*Problem statement*.
Which lines of the data below contain "building"? Please show them all.

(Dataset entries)
= = = =

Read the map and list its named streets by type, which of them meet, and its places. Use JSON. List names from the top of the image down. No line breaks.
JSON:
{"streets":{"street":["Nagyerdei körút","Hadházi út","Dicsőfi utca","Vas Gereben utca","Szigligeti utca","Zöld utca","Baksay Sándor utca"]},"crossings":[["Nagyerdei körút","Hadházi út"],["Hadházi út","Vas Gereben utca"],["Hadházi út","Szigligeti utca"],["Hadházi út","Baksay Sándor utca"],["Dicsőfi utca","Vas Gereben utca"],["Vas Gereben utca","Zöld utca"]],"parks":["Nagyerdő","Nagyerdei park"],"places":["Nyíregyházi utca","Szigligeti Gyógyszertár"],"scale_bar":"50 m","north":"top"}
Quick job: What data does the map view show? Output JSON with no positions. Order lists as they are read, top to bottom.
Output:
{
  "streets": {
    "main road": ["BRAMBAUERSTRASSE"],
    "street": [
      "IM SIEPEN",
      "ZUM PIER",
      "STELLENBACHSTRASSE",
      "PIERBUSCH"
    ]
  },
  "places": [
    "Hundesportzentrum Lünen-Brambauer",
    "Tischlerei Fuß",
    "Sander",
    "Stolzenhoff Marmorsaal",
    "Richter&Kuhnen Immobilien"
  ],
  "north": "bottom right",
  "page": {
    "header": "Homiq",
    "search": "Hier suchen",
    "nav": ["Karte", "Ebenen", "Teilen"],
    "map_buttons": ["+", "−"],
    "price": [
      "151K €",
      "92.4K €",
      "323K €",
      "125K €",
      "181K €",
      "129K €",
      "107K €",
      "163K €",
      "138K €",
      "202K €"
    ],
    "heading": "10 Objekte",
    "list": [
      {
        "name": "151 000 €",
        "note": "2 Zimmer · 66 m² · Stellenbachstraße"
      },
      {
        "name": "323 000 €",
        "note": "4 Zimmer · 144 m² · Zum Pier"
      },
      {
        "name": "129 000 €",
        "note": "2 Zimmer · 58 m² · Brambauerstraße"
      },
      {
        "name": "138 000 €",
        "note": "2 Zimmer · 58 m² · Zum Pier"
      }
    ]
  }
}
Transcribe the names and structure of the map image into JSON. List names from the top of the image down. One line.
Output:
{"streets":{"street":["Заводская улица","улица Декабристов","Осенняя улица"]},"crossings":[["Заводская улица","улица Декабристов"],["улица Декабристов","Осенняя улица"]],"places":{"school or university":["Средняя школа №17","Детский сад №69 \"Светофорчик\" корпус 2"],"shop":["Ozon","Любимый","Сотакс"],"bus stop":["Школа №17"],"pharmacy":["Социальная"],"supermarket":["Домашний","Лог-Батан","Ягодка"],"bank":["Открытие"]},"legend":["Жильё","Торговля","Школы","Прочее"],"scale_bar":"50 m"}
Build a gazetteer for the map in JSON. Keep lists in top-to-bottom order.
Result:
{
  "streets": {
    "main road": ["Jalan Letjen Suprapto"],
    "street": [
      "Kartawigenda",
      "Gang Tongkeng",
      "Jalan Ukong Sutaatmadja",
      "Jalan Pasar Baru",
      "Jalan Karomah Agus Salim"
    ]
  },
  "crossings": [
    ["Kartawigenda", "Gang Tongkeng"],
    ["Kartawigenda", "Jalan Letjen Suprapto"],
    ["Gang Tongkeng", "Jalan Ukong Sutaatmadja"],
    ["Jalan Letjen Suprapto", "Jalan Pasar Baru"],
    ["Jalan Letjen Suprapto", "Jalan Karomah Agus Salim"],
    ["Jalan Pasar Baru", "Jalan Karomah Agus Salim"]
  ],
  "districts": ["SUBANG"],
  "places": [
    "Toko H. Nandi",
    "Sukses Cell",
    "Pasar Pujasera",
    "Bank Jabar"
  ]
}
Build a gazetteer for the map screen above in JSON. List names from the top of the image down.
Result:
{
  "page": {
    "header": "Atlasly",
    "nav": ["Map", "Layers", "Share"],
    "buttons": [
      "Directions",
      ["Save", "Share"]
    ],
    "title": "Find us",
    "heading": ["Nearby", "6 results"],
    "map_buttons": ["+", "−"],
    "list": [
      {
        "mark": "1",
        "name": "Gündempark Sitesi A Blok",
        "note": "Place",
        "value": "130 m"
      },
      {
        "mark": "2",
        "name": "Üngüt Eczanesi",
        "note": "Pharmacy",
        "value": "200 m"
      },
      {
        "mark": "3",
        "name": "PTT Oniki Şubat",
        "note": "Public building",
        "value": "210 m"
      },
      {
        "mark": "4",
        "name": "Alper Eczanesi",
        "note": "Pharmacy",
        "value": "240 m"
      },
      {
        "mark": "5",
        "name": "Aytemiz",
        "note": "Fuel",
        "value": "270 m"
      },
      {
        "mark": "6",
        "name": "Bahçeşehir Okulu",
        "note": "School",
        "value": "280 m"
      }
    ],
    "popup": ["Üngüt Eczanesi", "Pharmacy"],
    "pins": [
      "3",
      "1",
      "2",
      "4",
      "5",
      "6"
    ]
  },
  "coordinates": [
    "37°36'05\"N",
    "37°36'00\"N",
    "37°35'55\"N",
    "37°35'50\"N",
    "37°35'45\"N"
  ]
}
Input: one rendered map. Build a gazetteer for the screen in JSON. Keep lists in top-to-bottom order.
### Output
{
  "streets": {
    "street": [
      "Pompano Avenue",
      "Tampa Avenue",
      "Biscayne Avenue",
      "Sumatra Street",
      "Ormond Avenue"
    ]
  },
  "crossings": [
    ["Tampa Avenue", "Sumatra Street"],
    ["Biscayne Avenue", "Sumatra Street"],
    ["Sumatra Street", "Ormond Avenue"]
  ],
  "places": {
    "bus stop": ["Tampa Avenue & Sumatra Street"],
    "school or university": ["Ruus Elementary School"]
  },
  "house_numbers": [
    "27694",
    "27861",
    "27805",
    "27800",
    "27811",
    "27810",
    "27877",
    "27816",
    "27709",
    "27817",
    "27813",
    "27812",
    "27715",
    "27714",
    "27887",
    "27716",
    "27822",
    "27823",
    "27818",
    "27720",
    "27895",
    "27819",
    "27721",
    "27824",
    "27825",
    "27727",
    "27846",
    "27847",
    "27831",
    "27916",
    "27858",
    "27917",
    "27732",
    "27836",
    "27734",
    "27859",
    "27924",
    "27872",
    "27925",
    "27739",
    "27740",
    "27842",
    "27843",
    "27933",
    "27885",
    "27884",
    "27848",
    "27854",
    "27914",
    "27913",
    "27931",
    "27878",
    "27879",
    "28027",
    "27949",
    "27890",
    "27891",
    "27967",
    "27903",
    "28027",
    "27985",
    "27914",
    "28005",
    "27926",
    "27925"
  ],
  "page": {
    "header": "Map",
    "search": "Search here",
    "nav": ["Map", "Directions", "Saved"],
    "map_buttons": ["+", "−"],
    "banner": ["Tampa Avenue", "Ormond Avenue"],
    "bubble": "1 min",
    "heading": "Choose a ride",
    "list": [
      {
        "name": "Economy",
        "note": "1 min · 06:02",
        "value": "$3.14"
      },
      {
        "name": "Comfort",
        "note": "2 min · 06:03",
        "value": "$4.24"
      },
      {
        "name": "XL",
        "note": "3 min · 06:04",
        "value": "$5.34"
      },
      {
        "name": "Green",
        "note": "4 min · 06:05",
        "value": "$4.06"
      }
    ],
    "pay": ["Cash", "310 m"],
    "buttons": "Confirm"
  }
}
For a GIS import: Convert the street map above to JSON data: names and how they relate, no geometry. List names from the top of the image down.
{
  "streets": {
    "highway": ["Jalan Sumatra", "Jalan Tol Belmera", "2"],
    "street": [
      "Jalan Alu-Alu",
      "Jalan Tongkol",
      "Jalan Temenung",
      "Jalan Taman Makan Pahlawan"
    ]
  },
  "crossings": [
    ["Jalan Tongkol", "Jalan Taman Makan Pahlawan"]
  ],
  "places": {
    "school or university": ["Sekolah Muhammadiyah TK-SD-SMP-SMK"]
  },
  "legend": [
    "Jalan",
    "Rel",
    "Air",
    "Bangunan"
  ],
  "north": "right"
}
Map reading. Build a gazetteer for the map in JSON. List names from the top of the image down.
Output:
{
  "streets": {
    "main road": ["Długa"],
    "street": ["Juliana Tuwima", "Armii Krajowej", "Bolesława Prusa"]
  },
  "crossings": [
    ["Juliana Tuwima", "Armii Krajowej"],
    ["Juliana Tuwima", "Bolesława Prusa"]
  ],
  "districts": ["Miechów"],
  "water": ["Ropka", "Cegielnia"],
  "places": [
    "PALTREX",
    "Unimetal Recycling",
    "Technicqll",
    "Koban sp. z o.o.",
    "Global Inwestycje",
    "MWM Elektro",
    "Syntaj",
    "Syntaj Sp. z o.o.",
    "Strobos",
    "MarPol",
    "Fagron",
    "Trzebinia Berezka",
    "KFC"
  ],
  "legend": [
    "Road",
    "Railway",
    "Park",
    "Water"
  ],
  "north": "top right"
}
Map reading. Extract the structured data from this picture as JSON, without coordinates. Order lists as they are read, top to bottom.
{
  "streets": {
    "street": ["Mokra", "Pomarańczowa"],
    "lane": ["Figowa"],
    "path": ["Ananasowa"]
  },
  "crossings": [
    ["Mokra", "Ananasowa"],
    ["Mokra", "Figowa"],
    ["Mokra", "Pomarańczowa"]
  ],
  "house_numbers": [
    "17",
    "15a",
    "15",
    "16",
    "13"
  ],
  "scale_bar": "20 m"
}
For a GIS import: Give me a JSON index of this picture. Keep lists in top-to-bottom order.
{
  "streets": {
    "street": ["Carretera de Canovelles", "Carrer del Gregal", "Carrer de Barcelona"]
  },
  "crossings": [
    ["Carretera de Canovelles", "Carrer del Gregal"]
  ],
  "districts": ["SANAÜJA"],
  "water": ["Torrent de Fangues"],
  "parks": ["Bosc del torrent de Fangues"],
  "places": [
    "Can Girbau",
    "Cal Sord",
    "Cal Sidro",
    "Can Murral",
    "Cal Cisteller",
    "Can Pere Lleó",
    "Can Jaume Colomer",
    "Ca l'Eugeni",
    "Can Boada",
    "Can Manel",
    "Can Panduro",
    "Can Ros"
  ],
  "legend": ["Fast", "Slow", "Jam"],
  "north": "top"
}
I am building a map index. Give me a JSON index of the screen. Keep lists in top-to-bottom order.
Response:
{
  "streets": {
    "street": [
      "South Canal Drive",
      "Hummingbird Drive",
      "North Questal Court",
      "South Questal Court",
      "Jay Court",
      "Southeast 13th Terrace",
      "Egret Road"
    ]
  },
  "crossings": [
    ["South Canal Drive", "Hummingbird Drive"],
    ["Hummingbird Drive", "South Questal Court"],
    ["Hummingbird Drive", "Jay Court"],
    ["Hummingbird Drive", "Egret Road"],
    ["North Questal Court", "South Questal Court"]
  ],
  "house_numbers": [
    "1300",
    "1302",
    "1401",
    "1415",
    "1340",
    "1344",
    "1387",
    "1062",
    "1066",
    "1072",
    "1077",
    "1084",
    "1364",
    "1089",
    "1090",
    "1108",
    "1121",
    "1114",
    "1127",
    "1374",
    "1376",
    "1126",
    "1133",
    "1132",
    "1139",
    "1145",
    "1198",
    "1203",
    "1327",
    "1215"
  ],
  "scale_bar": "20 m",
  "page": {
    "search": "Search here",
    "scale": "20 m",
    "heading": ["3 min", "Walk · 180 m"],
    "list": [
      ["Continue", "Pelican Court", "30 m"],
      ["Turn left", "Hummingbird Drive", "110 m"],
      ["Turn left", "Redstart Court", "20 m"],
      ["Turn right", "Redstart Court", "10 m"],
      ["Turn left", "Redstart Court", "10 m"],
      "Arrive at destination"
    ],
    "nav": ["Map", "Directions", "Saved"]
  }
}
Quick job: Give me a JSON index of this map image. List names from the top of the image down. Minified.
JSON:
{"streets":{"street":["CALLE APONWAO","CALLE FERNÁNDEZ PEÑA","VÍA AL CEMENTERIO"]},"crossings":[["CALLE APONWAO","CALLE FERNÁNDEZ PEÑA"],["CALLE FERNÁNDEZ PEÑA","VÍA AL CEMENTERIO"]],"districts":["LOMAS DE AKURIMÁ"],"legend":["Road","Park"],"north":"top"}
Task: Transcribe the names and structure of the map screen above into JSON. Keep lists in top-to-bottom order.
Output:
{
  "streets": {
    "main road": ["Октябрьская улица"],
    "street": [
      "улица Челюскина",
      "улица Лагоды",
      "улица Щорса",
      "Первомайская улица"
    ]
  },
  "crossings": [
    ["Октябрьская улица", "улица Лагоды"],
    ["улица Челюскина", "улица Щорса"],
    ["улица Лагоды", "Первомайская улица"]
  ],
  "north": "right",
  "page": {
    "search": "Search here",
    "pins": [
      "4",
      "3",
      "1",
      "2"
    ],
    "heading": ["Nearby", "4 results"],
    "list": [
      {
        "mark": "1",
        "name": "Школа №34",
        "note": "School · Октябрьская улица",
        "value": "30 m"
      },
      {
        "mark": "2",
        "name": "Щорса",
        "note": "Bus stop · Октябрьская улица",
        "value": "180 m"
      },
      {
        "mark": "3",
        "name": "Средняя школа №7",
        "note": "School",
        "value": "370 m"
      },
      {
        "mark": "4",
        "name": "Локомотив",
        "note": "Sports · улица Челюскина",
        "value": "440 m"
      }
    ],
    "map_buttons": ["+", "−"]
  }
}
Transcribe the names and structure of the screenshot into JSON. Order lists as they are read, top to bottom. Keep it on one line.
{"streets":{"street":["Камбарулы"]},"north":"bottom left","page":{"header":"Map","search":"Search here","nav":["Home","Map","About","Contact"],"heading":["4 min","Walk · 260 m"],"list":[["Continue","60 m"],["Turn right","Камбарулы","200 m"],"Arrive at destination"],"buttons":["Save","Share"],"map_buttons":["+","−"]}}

= = = =

*Written solution*.
        "note": "Public building",
I am building a map index. Give me a JSON index of the screen. Keep lists in top-to-bottom order.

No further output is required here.